In patients with ischemic heart disease, prophylactic low dose aspirin prevents arterial thrombosis by irreversible inactivation of platelet aggregation.[1] [2] [3] [4]

Mechanisms of benefit

  • Aspirin is a potent anti-platelet agent.
  • Aspirin induces an irreversible functional defect in platelets by inhibiting cyclo oxygenase (COX-1) and subsequently suppressing the activation of thromboxane A2 that is responsible for platelet aggregation.[5]
  • In patients with chronic stable angina, prior MI and unstable angina, aspirin improves survival and prevents infarction.[4]
  • Aspirin has shown to improve endothelial function and at high doses reduce acute phase reactants.

Indication

All patients with chronic stable angina, aspirin unless contraindicated should be started at 75 to 162 mg/day and continued indefinitely.[3]

Contra-indications

  • Gastrointestinal bleed
  • Aspirin hypersensitivity (triad of rhinitis, asthma and polyposis)
  • Coagulation disorder
  • Uncontrolled hypertension [6]

Dosage

  • A dose range of 75 to 162 mg/day of aspirin [4] appears to be effective and is associated with lower risk of gastrointestinal bleeding.
  • In comparison to a dose range of 160-325 mg/day, a lower dose of aspirin (75-162mg/d) has a higher efficacy for secondary prevention.
  • Aspirin improves endothelial function and at higher doses (300 mg/day) reduce the circulating levels of C-reactive protein. [7]

Drug interactions

Use of warfarin in conjunction with aspirin and/or clopidogrel is associated with an increased risk of bleeding and hence close monitoring is required.

Adverse effects

A higher dose of aspirin is associated with increased risk of gastrointestinal bleed.[3]

Supportive trial data

  • Meta-analysis (2002) of 140,000 patients from the Antiplatelet Trialists’ Collaboration showed that aspirin (75-325 mg/day) reduced the rate of subsequent myocardial infarction, stroke, and death in patients with history of angina pectoris, myocardial infarction, CABG, and stroke.[4]
  • Meta-analysis(2000) of 24 randomized controlled trials involving 66,000 patients showed significant increase in the incidence of gastrointestinal hemorrhage associated with long term aspirin therapy. There was no supportive evidence of lower dose or modified release formulations reducing the incidence of GI bleed.[8]

ACC/AHA Guidelines- Pharmacotherapy to Prevent MI and Death and Reduce Symptoms (DO NOT EDIT) [10][11][12]

Class I

1. Aspirin should be started at 75 to 162 mg per day and continued indefinitely in all patients unless contraindicated. (Level of Evidence: A)

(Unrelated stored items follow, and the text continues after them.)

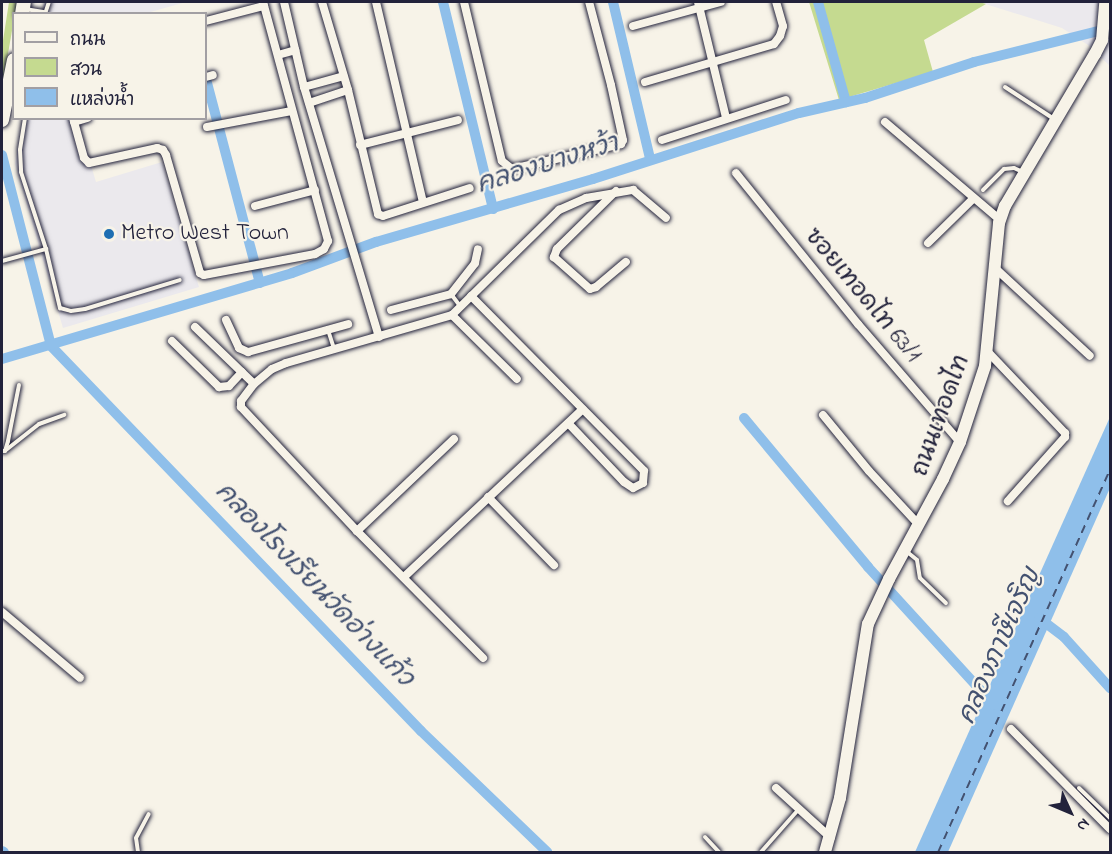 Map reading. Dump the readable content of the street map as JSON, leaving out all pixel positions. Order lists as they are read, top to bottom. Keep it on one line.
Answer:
{"streets":{"main road":["ถนนเทอดไท"],"street":["ซอยเทอดไท 63/1"]},"crossings":[["ซอยเทอดไท 63/1","ถนนเทอดไท"]],"water":["คลองบางหว้า","คลองโรงเรียนวัดอ่างแก้ว","คลองภาษีเจริญ"],"places":["Metro West Town"],"legend":["ถนน","สวน","แหล่งน้ำ"],"north":"bottom right"} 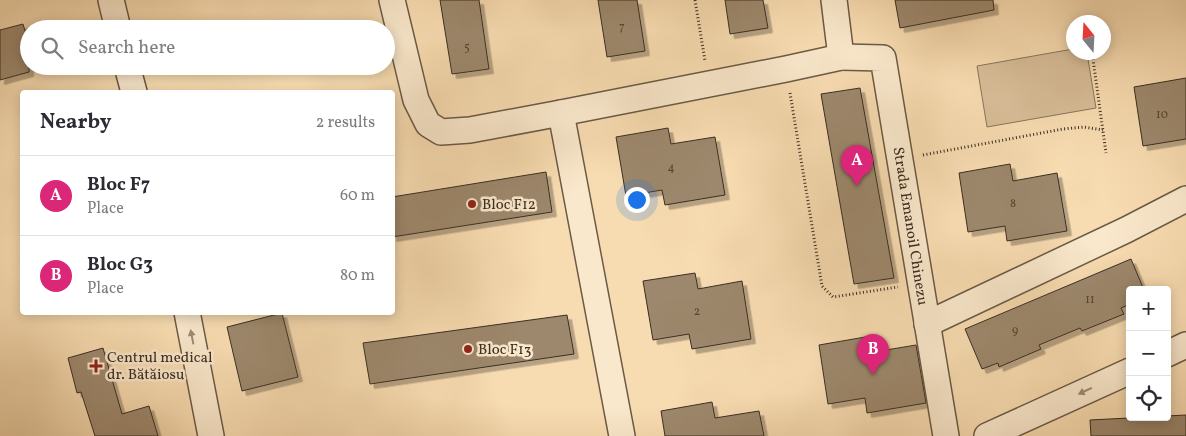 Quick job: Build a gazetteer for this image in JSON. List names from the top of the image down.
{
  "streets": {
    "street": ["Strada Emanoil Chinezu"]
  },
  "places": {
    "other": ["Bloc F12", "Bloc F13"],
    "health": ["Centrul medical dr. Bătăiosu"]
  },
  "house_numbers": [
    "7",
    "5",
    "10",
    "4",
    "8",
    "11",
    "2",
    "9"
  ],
  "north": "top",
  "page": {
    "search": "Search here",
    "heading": ["Nearby", "2 results"],
    "pins": ["A", "B"],
    "list": [
      {
        "mark": "A",
        "name": "Bloc F7",
        "note": "Place",
        "value": "60 m"
      },
      {
        "mark": "B",
        "name": "Bloc G3",
        "note": "Place",
        "value": "80 m"
      }
    ],
    "map_buttons": ["+", "−"]
  }
} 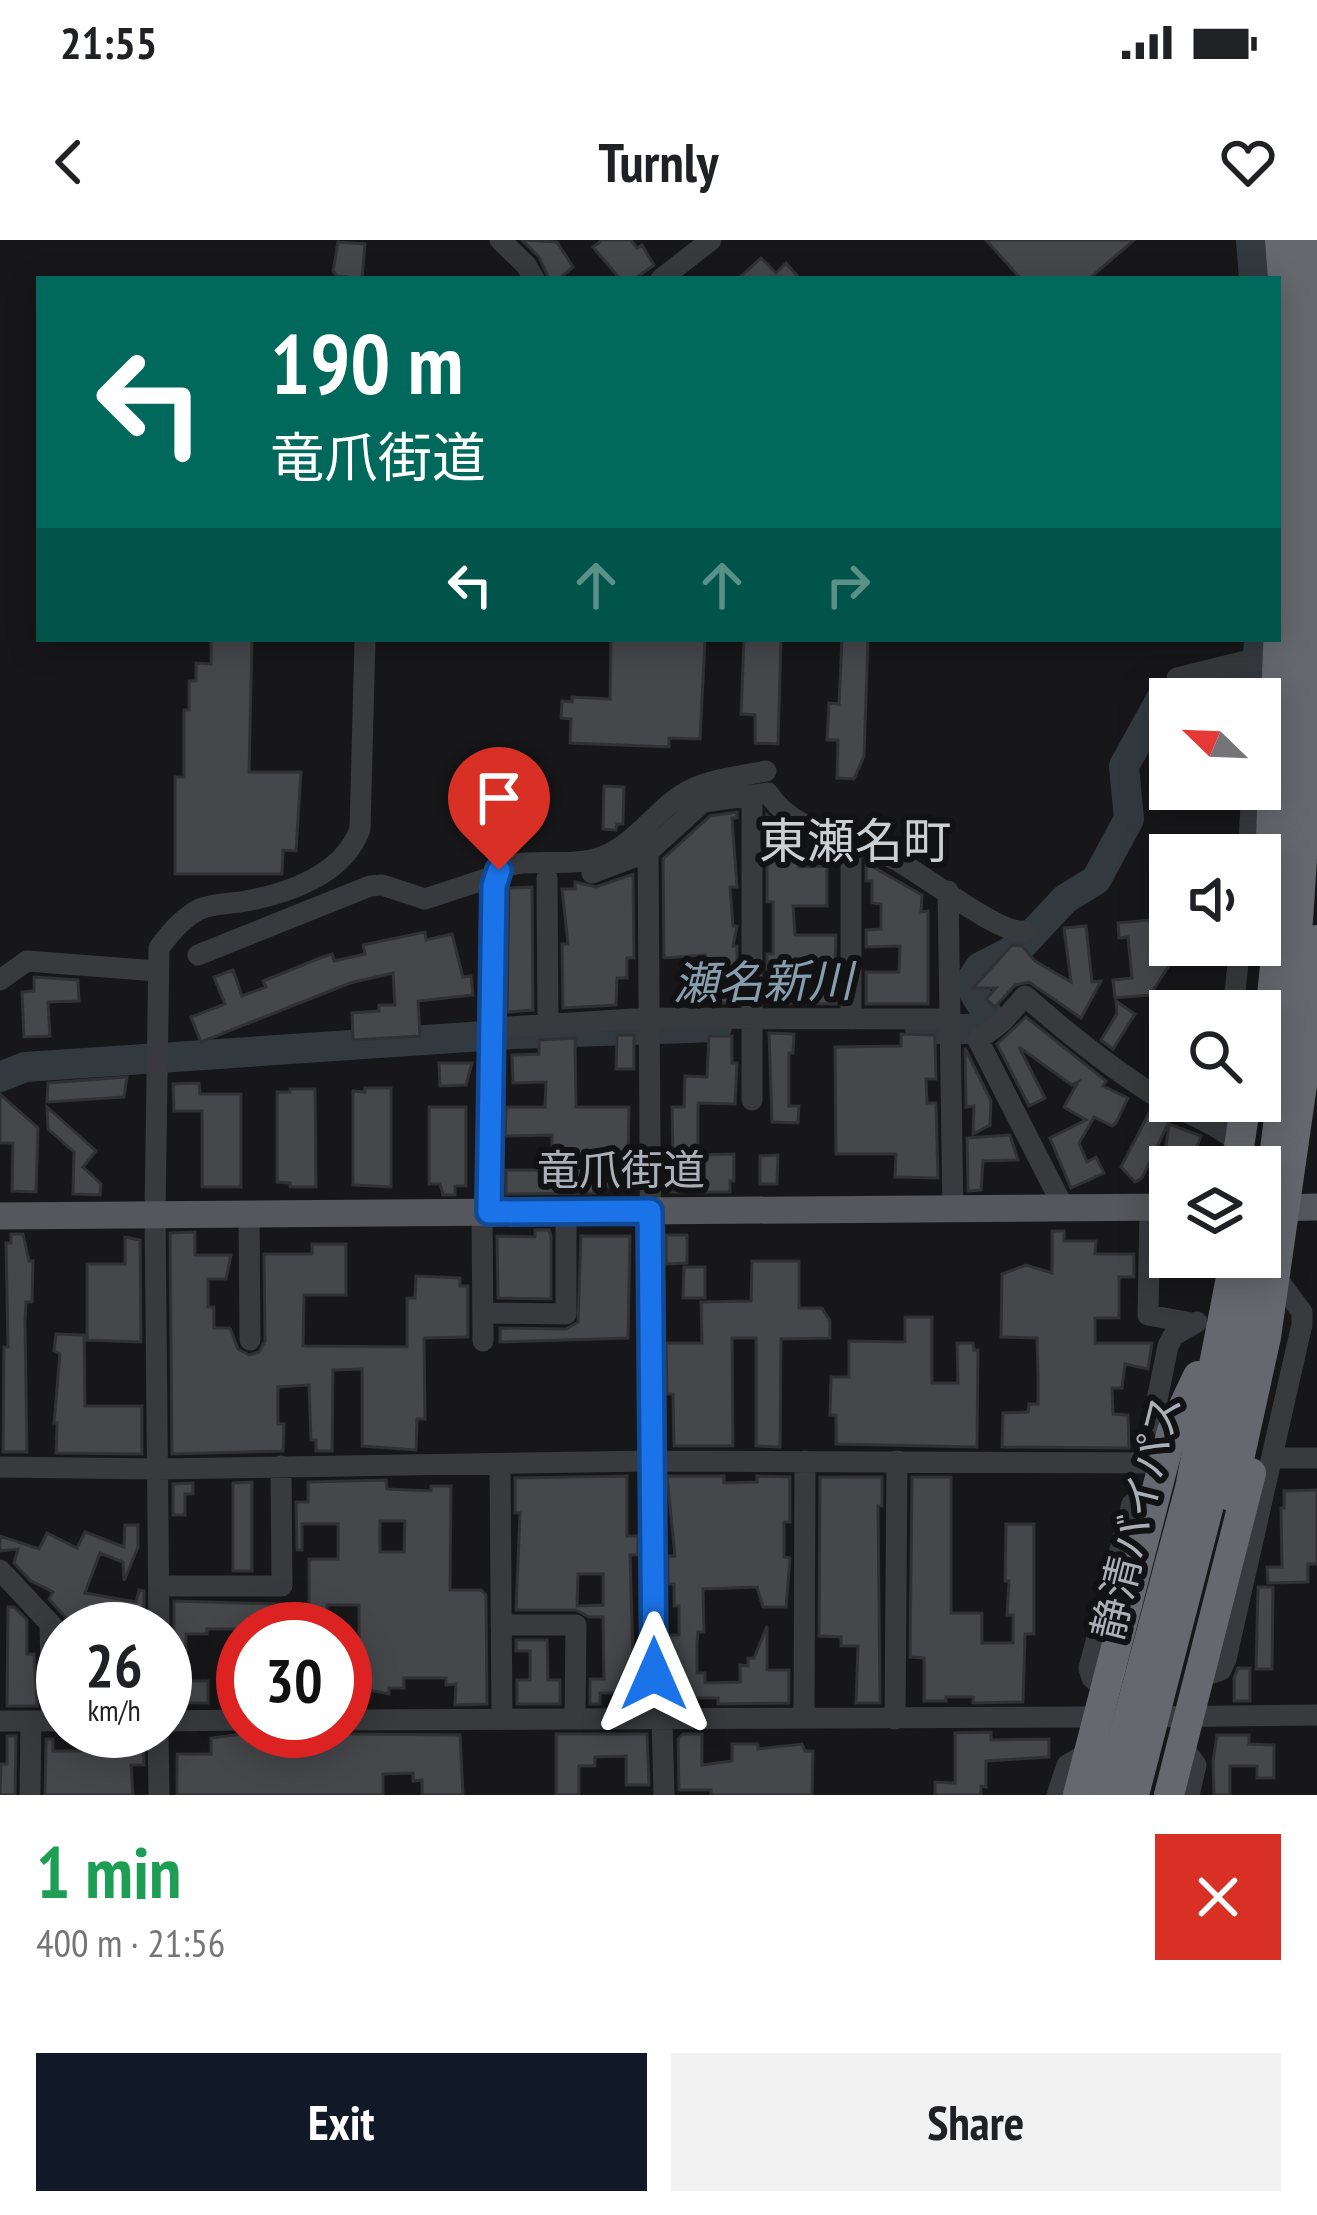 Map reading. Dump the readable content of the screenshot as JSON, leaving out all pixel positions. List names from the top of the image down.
{
  "streets": {
    "highway": ["静清バイパス"],
    "main road": ["竜爪街道"]
  },
  "districts": ["東瀬名町"],
  "water": ["瀬名新川"],
  "north": "top left",
  "page": {
    "status": "21:55",
    "header": "Turnly",
    "turn": ["190 m", "竜爪街道"],
    "speed": "26 km/h",
    "limit": "30",
    "heading": ["1 min", "400 m · 21:56"],
    "buttons": ["Exit", "Share"]
  }
} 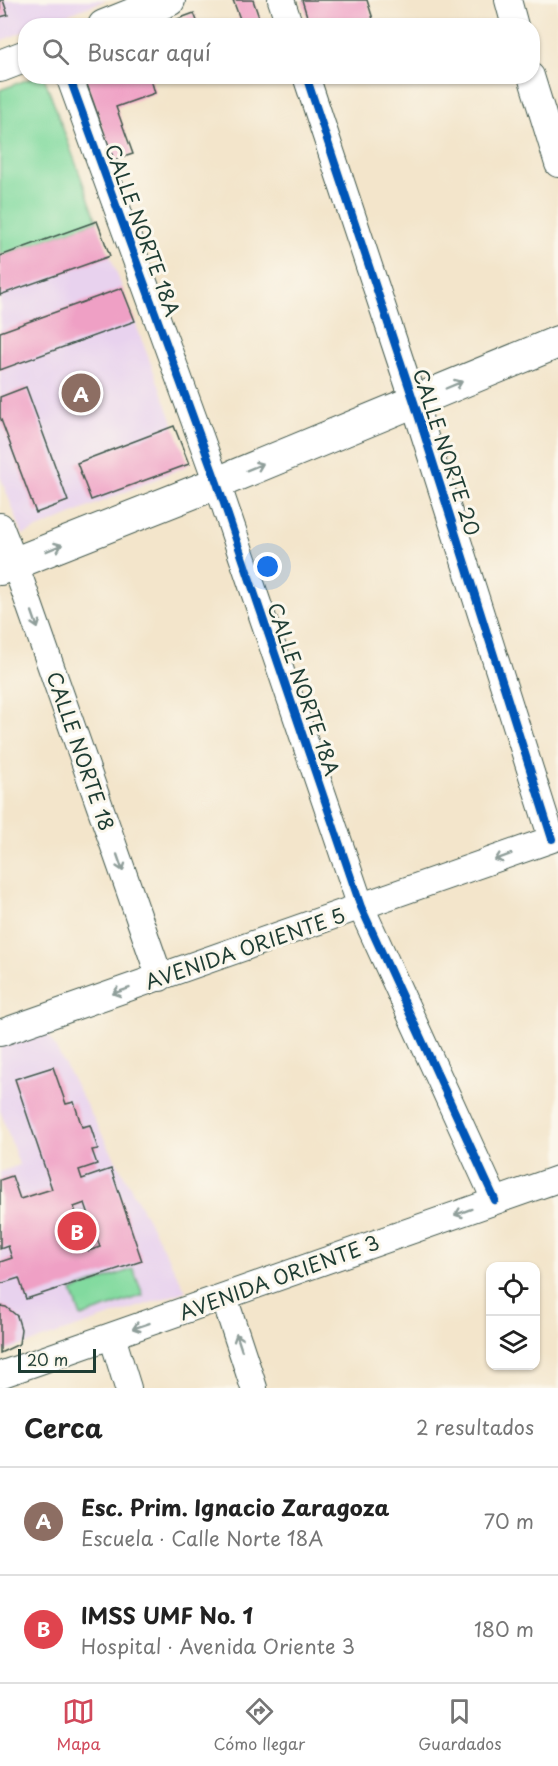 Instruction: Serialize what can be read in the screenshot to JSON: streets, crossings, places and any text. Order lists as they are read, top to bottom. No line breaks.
{"streets":{"street":["CALLE NORTE 18A","CALLE NORTE 20","CALLE NORTE 18","AVENIDA ORIENTE 5","AVENIDA ORIENTE 3"]},"crossings":[["CALLE NORTE 18A","AVENIDA ORIENTE 5"],["CALLE NORTE 18A","AVENIDA ORIENTE 3"],["CALLE NORTE 20","AVENIDA ORIENTE 5"],["CALLE NORTE 18","AVENIDA ORIENTE 5"]],"one_way":["CALLE NORTE 18","AVENIDA ORIENTE 5","AVENIDA ORIENTE 3"],"scale_bar":"20 m","page":{"search":"Buscar aquí","pins":["A","B"],"scale":"20 m","heading":["Cerca","2 resultados"],"list":[{"mark":"A","name":"Esc. Prim. Ignacio Zaragoza","note":"Escuela · Calle Norte 18A","value":"70 m"},{"mark":"B","name":"IMSS UMF No. 1","note":"Hospital · Avenida Oriente 3","value":"180 m"}],"nav":["Mapa","Cómo llegar","Guardados"]}} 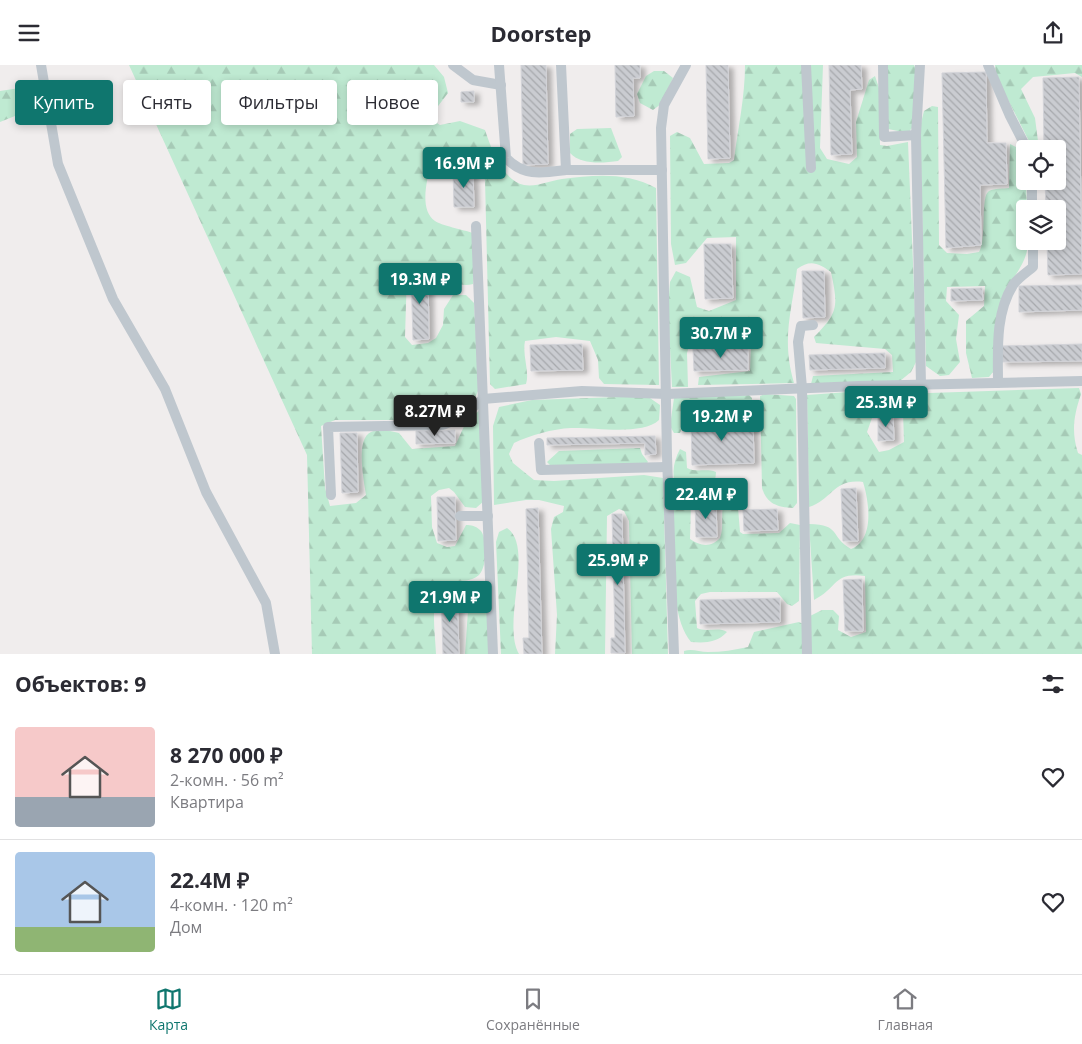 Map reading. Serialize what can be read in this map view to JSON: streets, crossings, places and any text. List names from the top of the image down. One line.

2. Aspirin in the absence of contraindication in patients with prior MI. (Level of Evidence: A)

3. Use of warfarin in conjunction with aspirin and/or clopidogrel is associated with an increased risk of bleeding and should be monitored closely. (Level of Evidence: B)

Class IIa

1. Clopidogrel when aspirin is absolutely contraindicated. (Level of Evidence: B)

ESC Guidelines- Pharmacological therapy to improve prognosis in patients with stable angina (DO NOT EDIT) [13]

Class I

1. Aspirin 75 mg daily in all patients without specific contraindications (i.e. active GI bleeding, aspirin allergy, or previous aspirin intolerance). (Level of Evidence: A)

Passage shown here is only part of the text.